Task: Repeat the records exactly, so that each line matches the original.

= Beginning of Section =

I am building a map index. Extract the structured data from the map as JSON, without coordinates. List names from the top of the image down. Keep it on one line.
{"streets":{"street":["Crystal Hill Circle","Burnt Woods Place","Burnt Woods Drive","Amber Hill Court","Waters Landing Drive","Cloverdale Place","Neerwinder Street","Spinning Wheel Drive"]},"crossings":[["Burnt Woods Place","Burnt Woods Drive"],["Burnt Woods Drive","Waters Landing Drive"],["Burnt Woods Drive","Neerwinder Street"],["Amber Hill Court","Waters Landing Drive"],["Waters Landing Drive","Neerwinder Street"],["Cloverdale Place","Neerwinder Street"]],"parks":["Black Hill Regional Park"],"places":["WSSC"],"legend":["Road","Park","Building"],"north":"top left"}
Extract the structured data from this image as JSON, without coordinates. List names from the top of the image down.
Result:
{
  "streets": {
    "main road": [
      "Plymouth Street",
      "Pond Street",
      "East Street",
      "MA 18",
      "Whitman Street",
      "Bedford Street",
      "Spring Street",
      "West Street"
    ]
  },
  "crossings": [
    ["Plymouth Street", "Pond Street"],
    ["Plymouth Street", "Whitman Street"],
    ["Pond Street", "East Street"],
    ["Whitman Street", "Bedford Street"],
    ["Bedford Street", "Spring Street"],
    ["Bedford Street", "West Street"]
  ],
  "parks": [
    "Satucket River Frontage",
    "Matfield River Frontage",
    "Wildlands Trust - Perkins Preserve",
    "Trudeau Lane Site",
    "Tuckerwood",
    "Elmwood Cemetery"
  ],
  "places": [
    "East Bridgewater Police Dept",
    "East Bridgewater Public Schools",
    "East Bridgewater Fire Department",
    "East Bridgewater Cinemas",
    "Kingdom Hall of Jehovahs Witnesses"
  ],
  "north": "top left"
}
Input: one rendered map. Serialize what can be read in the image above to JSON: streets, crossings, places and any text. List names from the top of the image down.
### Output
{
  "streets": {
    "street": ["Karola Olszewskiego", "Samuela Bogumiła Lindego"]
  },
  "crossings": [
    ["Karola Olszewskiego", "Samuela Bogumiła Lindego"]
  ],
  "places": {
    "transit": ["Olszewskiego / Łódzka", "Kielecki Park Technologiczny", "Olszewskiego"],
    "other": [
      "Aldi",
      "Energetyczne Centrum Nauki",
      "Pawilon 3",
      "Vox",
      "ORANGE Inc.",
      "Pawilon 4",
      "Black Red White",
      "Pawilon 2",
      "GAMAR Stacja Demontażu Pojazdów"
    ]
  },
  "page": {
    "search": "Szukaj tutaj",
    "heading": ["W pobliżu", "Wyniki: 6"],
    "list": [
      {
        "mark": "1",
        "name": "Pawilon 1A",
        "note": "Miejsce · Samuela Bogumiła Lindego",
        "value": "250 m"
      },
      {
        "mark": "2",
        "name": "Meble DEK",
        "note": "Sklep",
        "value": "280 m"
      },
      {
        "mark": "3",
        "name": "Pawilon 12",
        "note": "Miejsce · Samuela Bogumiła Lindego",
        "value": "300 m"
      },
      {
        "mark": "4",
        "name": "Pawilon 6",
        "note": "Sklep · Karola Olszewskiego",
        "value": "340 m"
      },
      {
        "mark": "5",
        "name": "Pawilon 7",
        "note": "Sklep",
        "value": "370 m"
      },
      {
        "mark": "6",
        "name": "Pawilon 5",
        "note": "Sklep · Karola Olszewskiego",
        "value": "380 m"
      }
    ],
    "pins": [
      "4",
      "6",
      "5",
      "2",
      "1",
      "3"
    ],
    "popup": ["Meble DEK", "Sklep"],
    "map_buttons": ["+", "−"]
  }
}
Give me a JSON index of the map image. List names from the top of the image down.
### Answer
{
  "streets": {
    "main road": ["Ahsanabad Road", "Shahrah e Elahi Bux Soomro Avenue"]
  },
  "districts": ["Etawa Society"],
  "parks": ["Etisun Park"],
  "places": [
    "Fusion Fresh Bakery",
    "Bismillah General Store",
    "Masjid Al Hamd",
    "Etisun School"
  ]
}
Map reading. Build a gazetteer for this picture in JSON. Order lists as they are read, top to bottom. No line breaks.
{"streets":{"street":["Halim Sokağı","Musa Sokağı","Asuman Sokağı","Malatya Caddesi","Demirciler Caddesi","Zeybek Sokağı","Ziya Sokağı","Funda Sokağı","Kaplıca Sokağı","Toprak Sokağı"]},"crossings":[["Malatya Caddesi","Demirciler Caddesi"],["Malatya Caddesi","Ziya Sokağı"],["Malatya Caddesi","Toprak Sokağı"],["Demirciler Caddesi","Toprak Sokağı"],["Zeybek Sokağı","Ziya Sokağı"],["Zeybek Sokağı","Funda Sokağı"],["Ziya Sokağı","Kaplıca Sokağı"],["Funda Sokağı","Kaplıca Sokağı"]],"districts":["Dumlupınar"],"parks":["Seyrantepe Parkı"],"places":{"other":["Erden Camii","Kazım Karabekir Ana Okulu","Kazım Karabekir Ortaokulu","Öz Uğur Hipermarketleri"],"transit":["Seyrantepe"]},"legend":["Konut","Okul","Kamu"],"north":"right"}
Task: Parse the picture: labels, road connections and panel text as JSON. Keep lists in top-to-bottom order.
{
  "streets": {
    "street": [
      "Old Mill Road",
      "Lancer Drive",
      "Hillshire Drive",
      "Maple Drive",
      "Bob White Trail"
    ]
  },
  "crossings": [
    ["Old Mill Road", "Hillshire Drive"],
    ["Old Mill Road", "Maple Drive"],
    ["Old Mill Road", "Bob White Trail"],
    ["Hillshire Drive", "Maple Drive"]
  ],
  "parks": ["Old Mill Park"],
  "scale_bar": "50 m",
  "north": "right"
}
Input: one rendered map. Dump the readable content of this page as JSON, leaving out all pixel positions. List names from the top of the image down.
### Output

= End of Section =

Completed task:
I am building a map index. Extract the structured data from the map as JSON, without coordinates. List names from the top of the image down. Keep it on one line.
{"streets":{"street":["Crystal Hill Circle","Burnt Woods Place","Burnt Woods Drive","Amber Hill Court","Waters Landing Drive","Cloverdale Place","Neerwinder Street","Spinning Wheel Drive"]},"crossings":[["Burnt Woods Place","Burnt Woods Drive"],["Burnt Woods Drive","Waters Landing Drive"],["Burnt Woods Drive","Neerwinder Street"],["Amber Hill Court","Waters Landing Drive"],["Waters Landing Drive","Neerwinder Street"],["Cloverdale Place","Neerwinder Street"]],"parks":["Black Hill Regional Park"],"places":["WSSC"],"legend":["Road","Park","Building"],"north":"top left"}
Extract the structured data from this image as JSON, without coordinates. List names from the top of the image down.
Result:
{
  "streets": {
    "main road": [
      "Plymouth Street",
      "Pond Street",
      "East Street",
      "MA 18",
      "Whitman Street",
      "Bedford Street",
      "Spring Street",
      "West Street"
    ]
  },
  "crossings": [
    ["Plymouth Street", "Pond Street"],
    ["Plymouth Street", "Whitman Street"],
    ["Pond Street", "East Street"],
    ["Whitman Street", "Bedford Street"],
    ["Bedford Street", "Spring Street"],
    ["Bedford Street", "West Street"]
  ],
  "parks": [
    "Satucket River Frontage",
    "Matfield River Frontage",
    "Wildlands Trust - Perkins Preserve",
    "Trudeau Lane Site",
    "Tuckerwood",
    "Elmwood Cemetery"
  ],
  "places": [
    "East Bridgewater Police Dept",
    "East Bridgewater Public Schools",
    "East Bridgewater Fire Department",
    "East Bridgewater Cinemas",
    "Kingdom Hall of Jehovahs Witnesses"
  ],
  "north": "top left"
}
Input: one rendered map. Serialize what can be read in the image above to JSON: streets, crossings, places and any text. List names from the top of the image down.
### Output
{
  "streets": {
    "street": ["Karola Olszewskiego", "Samuela Bogumiła Lindego"]
  },
  "crossings": [
    ["Karola Olszewskiego", "Samuela Bogumiła Lindego"]
  ],
  "places": {
    "transit": ["Olszewskiego / Łódzka", "Kielecki Park Technologiczny", "Olszewskiego"],
    "other": [
      "Aldi",
      "Energetyczne Centrum Nauki",
      "Pawilon 3",
      "Vox",
      "ORANGE Inc.",
      "Pawilon 4",
      "Black Red White",
      "Pawilon 2",
      "GAMAR Stacja Demontażu Pojazdów"
    ]
  },
  "page": {
    "search": "Szukaj tutaj",
    "heading": ["W pobliżu", "Wyniki: 6"],
    "list": [
      {
        "mark": "1",
        "name": "Pawilon 1A",
        "note": "Miejsce · Samuela Bogumiła Lindego",
        "value": "250 m"
      },
      {
        "mark": "2",
        "name": "Meble DEK",
        "note": "Sklep",
        "value": "280 m"
      },
      {
        "mark": "3",
        "name": "Pawilon 12",
        "note": "Miejsce · Samuela Bogumiła Lindego",
        "value": "300 m"
      },
      {
        "mark": "4",
        "name": "Pawilon 6",
        "note": "Sklep · Karola Olszewskiego",
        "value": "340 m"
      },
      {
        "mark": "5",
        "name": "Pawilon 7",
        "note": "Sklep",
        "value": "370 m"
      },
      {
        "mark": "6",
        "name": "Pawilon 5",
        "note": "Sklep · Karola Olszewskiego",
        "value": "380 m"
      }
    ],
    "pins": [
      "4",
      "6",
      "5",
      "2",
      "1",
      "3"
    ],
    "popup": ["Meble DEK", "Sklep"],
    "map_buttons": ["+", "−"]
  }
}
Give me a JSON index of the map image. List names from the top of the image down.
### Answer
{
  "streets": {
    "main road": ["Ahsanabad Road", "Shahrah e Elahi Bux Soomro Avenue"]
  },
  "districts": ["Etawa Society"],
  "parks": ["Etisun Park"],
  "places": [
    "Fusion Fresh Bakery",
    "Bismillah General Store",
    "Masjid Al Hamd",
    "Etisun School"
  ]
}
Map reading. Build a gazetteer for this picture in JSON. Order lists as they are read, top to bottom. No line breaks.
{"streets":{"street":["Halim Sokağı","Musa Sokağı","Asuman Sokağı","Malatya Caddesi","Demirciler Caddesi","Zeybek Sokağı","Ziya Sokağı","Funda Sokağı","Kaplıca Sokağı","Toprak Sokağı"]},"crossings":[["Malatya Caddesi","Demirciler Caddesi"],["Malatya Caddesi","Ziya Sokağı"],["Malatya Caddesi","Toprak Sokağı"],["Demirciler Caddesi","Toprak Sokağı"],["Zeybek Sokağı","Ziya Sokağı"],["Zeybek Sokağı","Funda Sokağı"],["Ziya Sokağı","Kaplıca Sokağı"],["Funda Sokağı","Kaplıca Sokağı"]],"districts":["Dumlupınar"],"parks":["Seyrantepe Parkı"],"places":{"other":["Erden Camii","Kazım Karabekir Ana Okulu","Kazım Karabekir Ortaokulu","Öz Uğur Hipermarketleri"],"transit":["Seyrantepe"]},"legend":["Konut","Okul","Kamu"],"north":"right"}
Task: Parse the picture: labels, road connections and panel text as JSON. Keep lists in top-to-bottom order.
{
  "streets": {
    "street": [
      "Old Mill Road",
      "Lancer Drive",
      "Hillshire Drive",
      "Maple Drive",
      "Bob White Trail"
    ]
  },
  "crossings": [
    ["Old Mill Road", "Hillshire Drive"],
    ["Old Mill Road", "Maple Drive"],
    ["Old Mill Road", "Bob White Trail"],
    ["Hillshire Drive", "Maple Drive"]
  ],
  "parks": ["Old Mill Park"],
  "scale_bar": "50 m",
  "north": "right"
}
Input: one rendered map. Dump the readable content of this page as JSON, leaving out all pixel positions. List names from the top of the image down.
### Output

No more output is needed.